**SUPPLIED INFORMATION**
↓↓↓

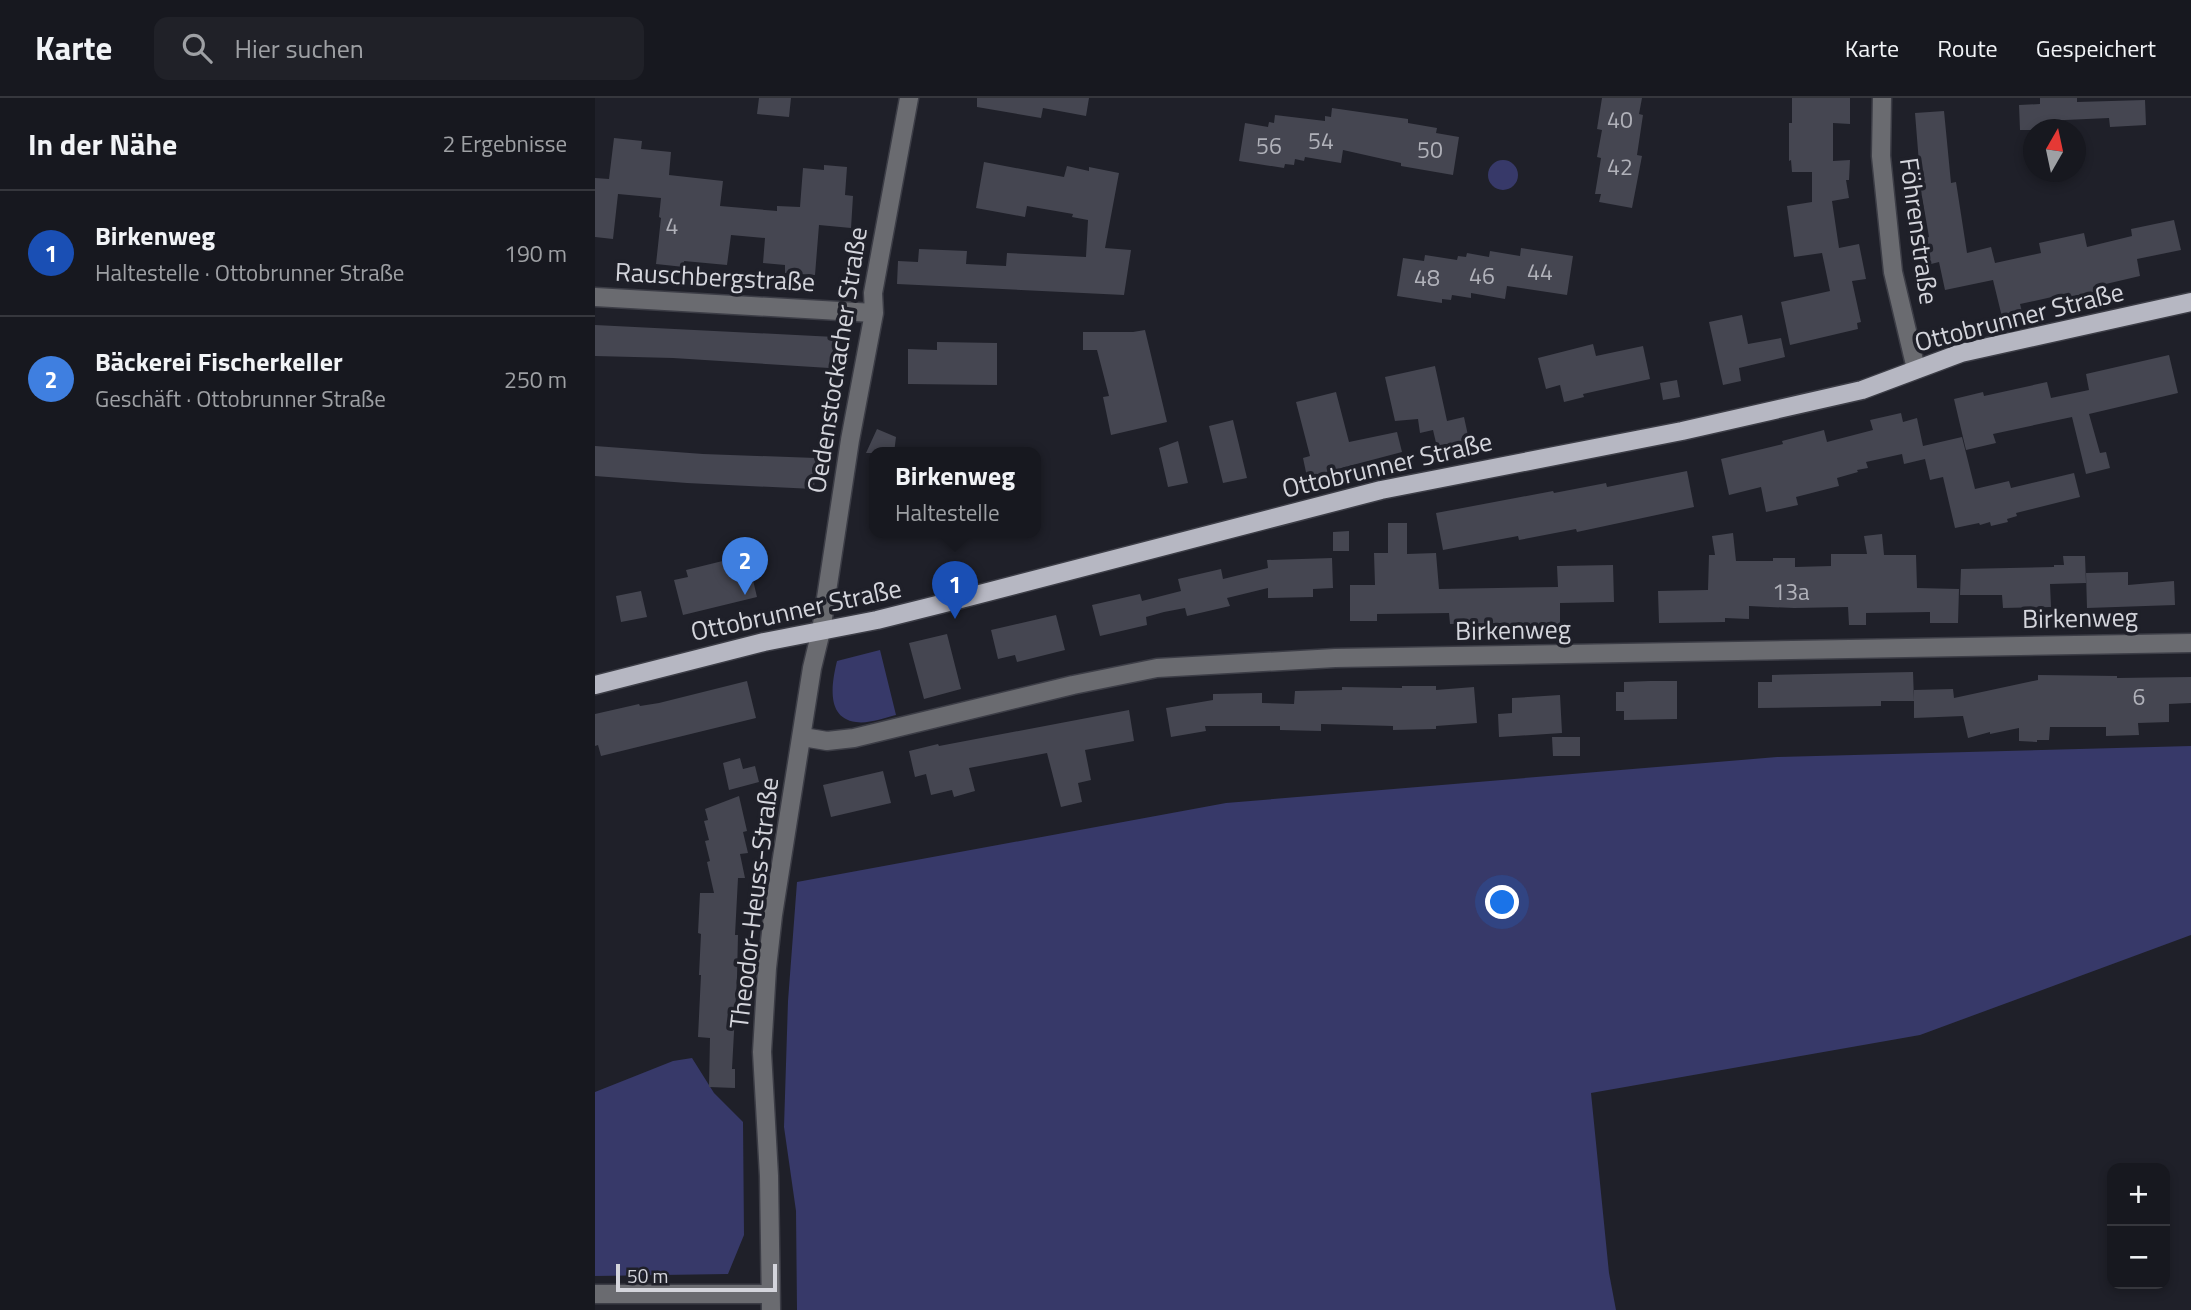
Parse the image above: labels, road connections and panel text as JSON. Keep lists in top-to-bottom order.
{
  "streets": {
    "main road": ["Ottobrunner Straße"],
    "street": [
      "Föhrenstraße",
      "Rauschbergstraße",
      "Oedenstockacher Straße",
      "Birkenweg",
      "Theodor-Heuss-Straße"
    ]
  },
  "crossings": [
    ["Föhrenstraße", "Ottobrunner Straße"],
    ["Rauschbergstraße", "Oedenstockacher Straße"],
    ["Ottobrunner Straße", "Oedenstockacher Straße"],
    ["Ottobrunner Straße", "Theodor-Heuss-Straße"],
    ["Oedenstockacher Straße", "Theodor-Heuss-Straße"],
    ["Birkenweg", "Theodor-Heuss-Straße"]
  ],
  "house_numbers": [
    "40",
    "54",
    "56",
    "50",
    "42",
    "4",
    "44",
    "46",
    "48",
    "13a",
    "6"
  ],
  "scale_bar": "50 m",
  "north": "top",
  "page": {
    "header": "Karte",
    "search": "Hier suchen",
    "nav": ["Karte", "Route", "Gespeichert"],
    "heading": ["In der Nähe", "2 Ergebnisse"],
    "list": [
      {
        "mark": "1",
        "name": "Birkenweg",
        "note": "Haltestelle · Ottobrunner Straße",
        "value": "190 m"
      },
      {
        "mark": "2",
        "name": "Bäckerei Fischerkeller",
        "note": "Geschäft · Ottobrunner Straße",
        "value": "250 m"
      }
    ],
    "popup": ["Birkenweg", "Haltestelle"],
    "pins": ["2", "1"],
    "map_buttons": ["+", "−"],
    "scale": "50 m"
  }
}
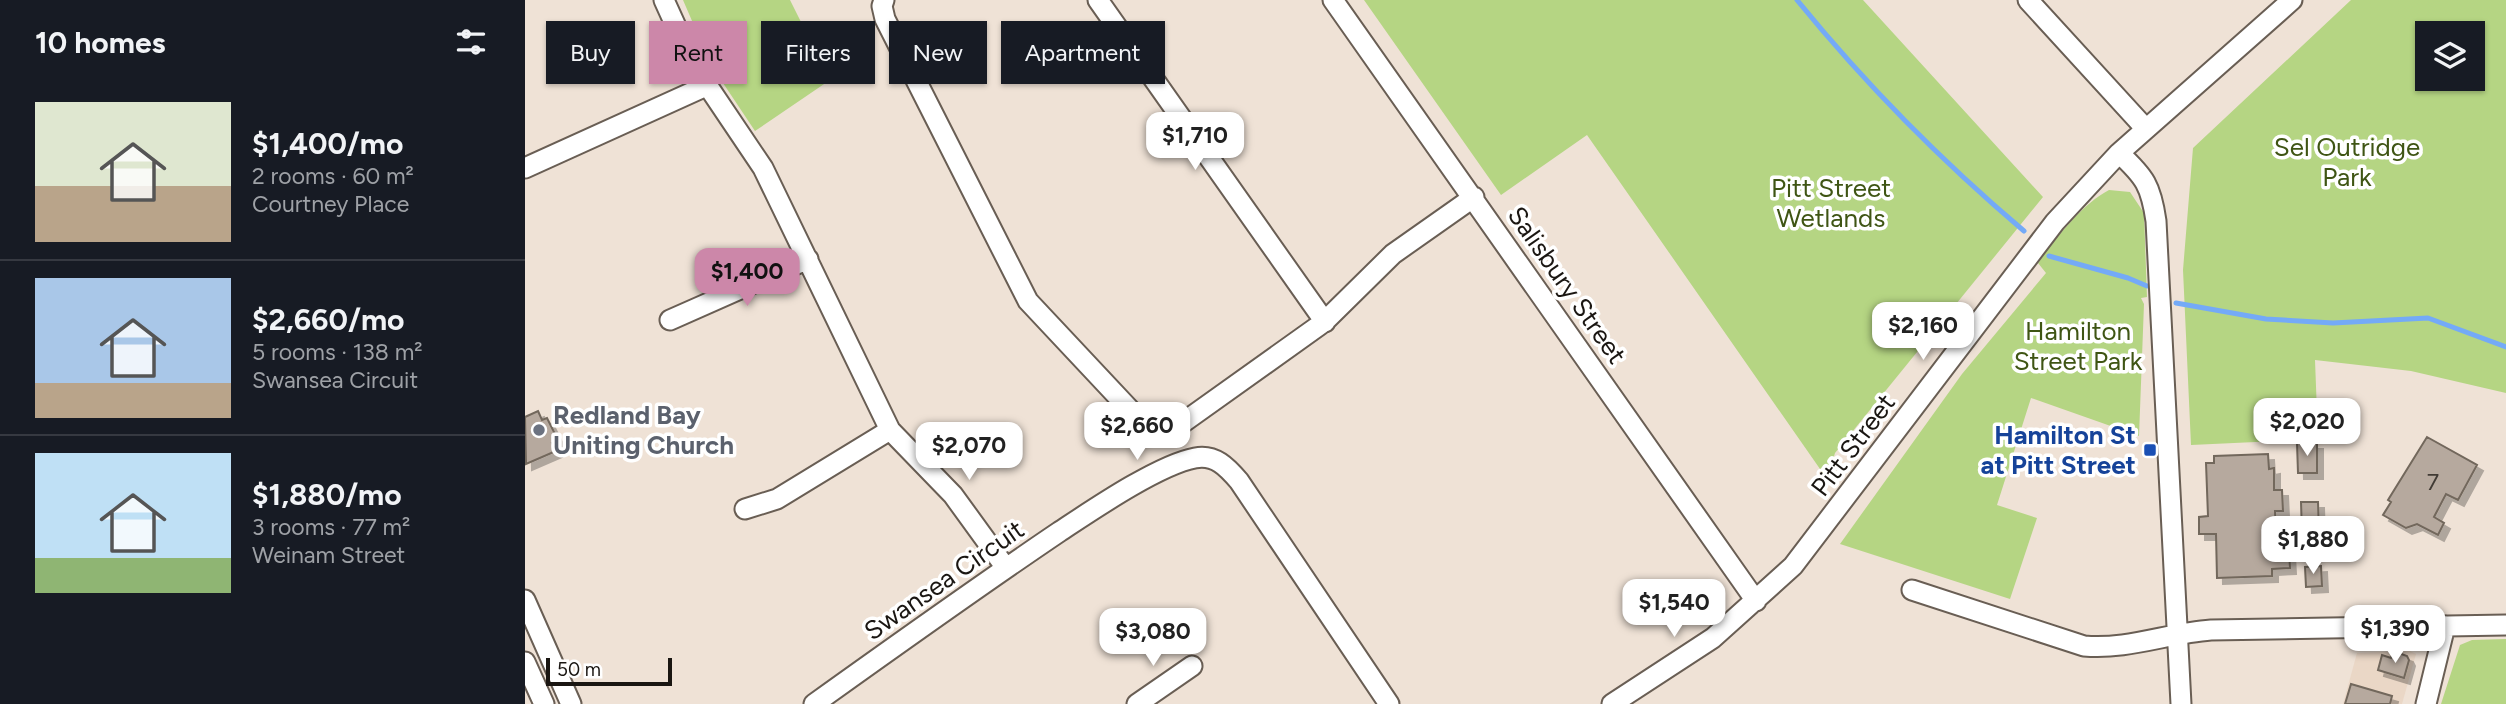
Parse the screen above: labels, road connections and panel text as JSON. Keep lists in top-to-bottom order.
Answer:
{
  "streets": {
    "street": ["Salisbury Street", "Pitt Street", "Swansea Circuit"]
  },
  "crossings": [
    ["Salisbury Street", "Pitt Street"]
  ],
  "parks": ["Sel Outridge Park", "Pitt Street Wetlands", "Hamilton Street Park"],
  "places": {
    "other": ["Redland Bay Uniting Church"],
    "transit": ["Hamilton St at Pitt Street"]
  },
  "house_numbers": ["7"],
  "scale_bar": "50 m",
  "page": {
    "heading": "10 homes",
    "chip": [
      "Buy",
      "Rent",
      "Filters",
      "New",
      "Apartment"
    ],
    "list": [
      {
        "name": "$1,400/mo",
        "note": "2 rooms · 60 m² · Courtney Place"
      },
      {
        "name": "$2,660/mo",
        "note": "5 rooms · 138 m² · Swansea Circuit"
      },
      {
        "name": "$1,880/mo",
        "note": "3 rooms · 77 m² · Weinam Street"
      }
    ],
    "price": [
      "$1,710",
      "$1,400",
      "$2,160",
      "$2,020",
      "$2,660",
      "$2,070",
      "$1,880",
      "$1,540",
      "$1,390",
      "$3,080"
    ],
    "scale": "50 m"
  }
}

↑↑↑

**EXERCISE GOAL**
The result consists of the line with "Parse the screen" through the last line of the entries above, repeated exactly and with nothing else.

**RESPONSE BELOW**
Parse the screen above: labels, road connections and panel text as JSON. Keep lists in top-to-bottom order.
Answer:
{
  "streets": {
    "street": ["Salisbury Street", "Pitt Street", "Swansea Circuit"]
  },
  "crossings": [
    ["Salisbury Street", "Pitt Street"]
  ],
  "parks": ["Sel Outridge Park", "Pitt Street Wetlands", "Hamilton Street Park"],
  "places": {
    "other": ["Redland Bay Uniting Church"],
    "transit": ["Hamilton St at Pitt Street"]
  },
  "house_numbers": ["7"],
  "scale_bar": "50 m",
  "page": {
    "heading": "10 homes",
    "chip": [
      "Buy",
      "Rent",
      "Filters",
      "New",
      "Apartment"
    ],
    "list": [
      {
        "name": "$1,400/mo",
        "note": "2 rooms · 60 m² · Courtney Place"
      },
      {
        "name": "$2,660/mo",
        "note": "5 rooms · 138 m² · Swansea Circuit"
      },
      {
        "name": "$1,880/mo",
        "note": "3 rooms · 77 m² · Weinam Street"
      }
    ],
    "price": [
      "$1,710",
      "$1,400",
      "$2,160",
      "$2,020",
      "$2,660",
      "$2,070",
      "$1,880",
      "$1,540",
      "$1,390",
      "$3,080"
    ],
    "scale": "50 m"
  }
}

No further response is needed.